Mexican car sales hit historic highs in the first quarter, fueled largely by the aggressive expansion of Chinese manufacturers. Data from the Mexican Association of Automotive Distributors (AMDA) indicates that if all brands were factored into official reporting, total units sold would have reached 405,799, a 5% increase over the previous year.
Asian brands dominated the growth charts during the period. The influx of Chinese vehicles has reshaped the competitive landscape, pushing some traditional European players to the sidelines.
Shifting Market Dynamics
European manufacturers struggled to maintain their footing. Mercedes-Benz reported a 36% drop in sales, while Volvo and BMW saw declines of 34.1% and 8.8%, respectively.

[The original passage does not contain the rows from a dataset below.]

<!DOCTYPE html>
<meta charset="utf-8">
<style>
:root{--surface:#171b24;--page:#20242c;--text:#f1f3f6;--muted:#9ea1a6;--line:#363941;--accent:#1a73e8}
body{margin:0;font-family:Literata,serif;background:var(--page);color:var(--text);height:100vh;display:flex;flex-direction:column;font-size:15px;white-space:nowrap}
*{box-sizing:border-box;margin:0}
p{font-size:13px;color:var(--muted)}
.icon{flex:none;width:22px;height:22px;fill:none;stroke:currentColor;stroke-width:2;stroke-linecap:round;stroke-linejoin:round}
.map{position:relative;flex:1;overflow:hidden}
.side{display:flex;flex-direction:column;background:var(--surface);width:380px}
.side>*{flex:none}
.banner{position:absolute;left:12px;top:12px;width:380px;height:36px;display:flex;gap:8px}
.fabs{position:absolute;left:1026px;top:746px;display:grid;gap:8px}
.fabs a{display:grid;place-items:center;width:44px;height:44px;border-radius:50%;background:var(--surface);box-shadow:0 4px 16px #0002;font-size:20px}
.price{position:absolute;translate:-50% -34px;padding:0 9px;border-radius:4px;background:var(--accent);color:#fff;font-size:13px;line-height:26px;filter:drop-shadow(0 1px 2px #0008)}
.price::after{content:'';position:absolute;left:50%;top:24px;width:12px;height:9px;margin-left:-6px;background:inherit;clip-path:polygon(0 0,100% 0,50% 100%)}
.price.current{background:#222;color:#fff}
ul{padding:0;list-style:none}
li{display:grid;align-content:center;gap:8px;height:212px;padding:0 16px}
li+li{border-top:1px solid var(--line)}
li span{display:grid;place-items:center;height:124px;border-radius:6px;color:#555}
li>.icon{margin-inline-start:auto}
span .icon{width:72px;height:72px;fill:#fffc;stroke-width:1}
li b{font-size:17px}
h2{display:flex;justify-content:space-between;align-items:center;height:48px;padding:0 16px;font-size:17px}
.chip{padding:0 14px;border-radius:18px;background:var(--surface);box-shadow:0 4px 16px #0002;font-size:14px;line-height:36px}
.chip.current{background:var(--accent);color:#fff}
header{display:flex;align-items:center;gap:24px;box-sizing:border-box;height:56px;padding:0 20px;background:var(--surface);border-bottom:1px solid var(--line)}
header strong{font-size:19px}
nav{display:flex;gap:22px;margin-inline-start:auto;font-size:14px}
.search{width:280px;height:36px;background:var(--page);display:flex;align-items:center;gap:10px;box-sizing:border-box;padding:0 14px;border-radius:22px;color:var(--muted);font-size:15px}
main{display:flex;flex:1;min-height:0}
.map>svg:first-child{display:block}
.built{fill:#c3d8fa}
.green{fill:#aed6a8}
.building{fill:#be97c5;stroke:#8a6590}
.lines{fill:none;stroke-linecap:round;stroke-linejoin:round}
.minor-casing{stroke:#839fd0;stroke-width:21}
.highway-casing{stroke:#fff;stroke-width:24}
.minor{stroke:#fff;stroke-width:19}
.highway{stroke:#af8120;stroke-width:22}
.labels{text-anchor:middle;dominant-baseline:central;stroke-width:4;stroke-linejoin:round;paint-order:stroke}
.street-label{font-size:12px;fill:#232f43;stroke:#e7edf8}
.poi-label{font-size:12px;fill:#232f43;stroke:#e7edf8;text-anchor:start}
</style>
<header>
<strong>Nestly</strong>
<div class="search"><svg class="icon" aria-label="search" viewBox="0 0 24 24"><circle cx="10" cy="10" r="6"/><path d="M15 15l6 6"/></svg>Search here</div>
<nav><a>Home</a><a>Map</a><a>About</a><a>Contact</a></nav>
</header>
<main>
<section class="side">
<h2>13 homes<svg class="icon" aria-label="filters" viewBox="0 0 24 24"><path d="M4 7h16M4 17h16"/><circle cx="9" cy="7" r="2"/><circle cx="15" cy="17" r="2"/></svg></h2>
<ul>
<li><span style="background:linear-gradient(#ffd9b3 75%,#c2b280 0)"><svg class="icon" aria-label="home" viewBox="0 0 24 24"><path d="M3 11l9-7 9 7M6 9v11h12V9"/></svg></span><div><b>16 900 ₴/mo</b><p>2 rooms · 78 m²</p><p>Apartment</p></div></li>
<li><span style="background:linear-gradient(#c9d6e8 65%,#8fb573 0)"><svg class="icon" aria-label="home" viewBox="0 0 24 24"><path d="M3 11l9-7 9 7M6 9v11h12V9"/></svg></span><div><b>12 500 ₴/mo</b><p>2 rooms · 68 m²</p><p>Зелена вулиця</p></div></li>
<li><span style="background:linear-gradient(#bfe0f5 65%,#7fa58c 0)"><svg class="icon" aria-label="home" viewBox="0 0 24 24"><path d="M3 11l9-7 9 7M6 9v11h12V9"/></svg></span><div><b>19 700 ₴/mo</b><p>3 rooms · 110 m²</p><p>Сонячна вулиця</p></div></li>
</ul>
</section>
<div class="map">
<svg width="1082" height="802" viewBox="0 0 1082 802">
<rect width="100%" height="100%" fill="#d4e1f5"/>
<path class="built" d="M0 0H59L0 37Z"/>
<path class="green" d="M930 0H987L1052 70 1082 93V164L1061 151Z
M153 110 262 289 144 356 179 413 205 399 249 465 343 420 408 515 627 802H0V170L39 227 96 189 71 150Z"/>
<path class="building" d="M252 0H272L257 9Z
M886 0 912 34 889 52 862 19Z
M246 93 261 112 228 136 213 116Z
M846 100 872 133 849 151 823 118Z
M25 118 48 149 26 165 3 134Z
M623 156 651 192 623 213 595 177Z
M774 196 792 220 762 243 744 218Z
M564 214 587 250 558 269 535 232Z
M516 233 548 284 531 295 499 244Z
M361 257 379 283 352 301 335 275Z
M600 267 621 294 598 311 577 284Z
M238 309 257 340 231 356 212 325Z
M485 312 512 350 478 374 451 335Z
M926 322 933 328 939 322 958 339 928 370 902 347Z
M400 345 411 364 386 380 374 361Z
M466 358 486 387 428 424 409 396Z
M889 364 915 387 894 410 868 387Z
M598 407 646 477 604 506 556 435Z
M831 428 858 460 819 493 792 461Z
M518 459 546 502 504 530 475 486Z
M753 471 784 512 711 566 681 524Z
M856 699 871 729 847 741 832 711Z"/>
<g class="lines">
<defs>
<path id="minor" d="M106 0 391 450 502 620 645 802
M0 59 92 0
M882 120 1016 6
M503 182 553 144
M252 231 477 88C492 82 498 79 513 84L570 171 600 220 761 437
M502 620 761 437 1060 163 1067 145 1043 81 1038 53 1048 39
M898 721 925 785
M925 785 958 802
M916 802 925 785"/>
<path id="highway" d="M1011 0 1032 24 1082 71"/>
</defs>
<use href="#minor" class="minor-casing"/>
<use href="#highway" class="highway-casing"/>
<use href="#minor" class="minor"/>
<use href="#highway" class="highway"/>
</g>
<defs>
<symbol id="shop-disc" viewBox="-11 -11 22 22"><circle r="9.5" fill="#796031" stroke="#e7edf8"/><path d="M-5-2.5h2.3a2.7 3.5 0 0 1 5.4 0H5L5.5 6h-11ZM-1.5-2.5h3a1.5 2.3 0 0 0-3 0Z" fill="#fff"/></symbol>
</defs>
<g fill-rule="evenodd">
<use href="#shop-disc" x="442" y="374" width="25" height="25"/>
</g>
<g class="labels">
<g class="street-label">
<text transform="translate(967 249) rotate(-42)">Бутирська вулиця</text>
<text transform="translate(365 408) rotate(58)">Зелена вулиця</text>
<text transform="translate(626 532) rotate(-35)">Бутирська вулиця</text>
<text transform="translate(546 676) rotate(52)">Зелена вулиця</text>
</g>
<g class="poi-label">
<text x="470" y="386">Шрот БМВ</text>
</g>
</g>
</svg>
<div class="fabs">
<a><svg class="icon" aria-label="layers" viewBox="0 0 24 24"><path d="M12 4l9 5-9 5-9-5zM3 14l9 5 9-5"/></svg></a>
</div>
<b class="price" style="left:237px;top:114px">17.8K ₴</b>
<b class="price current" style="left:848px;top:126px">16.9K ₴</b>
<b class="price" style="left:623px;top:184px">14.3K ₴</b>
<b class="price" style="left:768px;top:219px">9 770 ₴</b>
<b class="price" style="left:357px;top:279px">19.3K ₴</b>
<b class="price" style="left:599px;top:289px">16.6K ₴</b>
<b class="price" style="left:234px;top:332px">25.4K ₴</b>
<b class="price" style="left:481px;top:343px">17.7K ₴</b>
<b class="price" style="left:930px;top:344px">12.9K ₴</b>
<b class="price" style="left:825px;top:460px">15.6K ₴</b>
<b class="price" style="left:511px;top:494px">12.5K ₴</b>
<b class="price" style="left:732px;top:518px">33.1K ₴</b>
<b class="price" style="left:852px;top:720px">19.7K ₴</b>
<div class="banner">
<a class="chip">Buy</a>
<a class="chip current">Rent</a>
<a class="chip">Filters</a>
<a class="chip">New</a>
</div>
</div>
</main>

U.S. automakers experienced more stable results. According to figures from the National Institute of Statistics and Geography (Inegi), Ford saw a 1.8% rise in sales, and General Motors grew by 1.9%.
Despite the new competition, legacy brands continue to hold the largest market share. Nissan remains the leader with 17.6% of the market, followed by General Motors at 13.2% and Volkswagen at 11.1%. Toyota, Kia, Stellantis, and Mazda maintain significant positions, holding 7.8%, 7.2%, 6.6%, and 6.4% respectively.
Jetour, which entered the Mexican market just two years ago, serves as a prime example of the rapid growth seen among Chinese entrants. The company recently expanded its portfolio to include the Soueast brand, targeting younger demographics with urban mobility and hybrid options.
In the first quarter alone, Jetour sold 1,375 units. This performance represents a 407.4% increase, signaling a aggressive shift in consumer preference toward brands originating from the Asian giant.